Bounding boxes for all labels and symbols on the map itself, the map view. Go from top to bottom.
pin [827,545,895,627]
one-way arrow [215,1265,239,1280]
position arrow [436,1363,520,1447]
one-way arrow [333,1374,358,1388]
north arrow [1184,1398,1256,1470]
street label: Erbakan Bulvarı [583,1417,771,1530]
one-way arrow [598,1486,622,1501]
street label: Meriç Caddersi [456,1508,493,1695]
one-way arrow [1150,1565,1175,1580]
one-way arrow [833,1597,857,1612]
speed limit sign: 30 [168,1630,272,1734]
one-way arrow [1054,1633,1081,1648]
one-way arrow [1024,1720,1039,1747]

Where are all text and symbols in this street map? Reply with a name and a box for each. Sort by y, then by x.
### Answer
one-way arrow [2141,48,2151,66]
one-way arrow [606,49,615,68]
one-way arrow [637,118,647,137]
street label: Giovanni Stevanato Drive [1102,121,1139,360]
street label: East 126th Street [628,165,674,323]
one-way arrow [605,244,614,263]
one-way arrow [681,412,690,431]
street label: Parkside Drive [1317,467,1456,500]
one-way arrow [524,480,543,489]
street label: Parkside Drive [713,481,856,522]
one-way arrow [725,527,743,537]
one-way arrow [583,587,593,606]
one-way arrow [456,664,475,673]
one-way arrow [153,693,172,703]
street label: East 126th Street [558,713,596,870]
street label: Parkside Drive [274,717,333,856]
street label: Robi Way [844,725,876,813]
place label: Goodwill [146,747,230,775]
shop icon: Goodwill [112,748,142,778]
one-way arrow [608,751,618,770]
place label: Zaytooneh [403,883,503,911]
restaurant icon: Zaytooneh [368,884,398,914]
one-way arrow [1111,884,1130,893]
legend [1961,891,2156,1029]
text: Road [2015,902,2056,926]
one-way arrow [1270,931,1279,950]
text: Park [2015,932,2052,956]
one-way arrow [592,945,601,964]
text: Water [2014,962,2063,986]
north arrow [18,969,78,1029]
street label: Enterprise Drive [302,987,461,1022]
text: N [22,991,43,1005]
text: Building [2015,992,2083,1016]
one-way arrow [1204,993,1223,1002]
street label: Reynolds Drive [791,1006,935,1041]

• [Directions]
Return every line from the material that contains the word "Parkside".

• [Response area]
street label: Parkside Drive [1317,467,1456,500]
street label: Parkside Drive [713,481,856,522]
street label: Parkside Drive [274,717,333,856]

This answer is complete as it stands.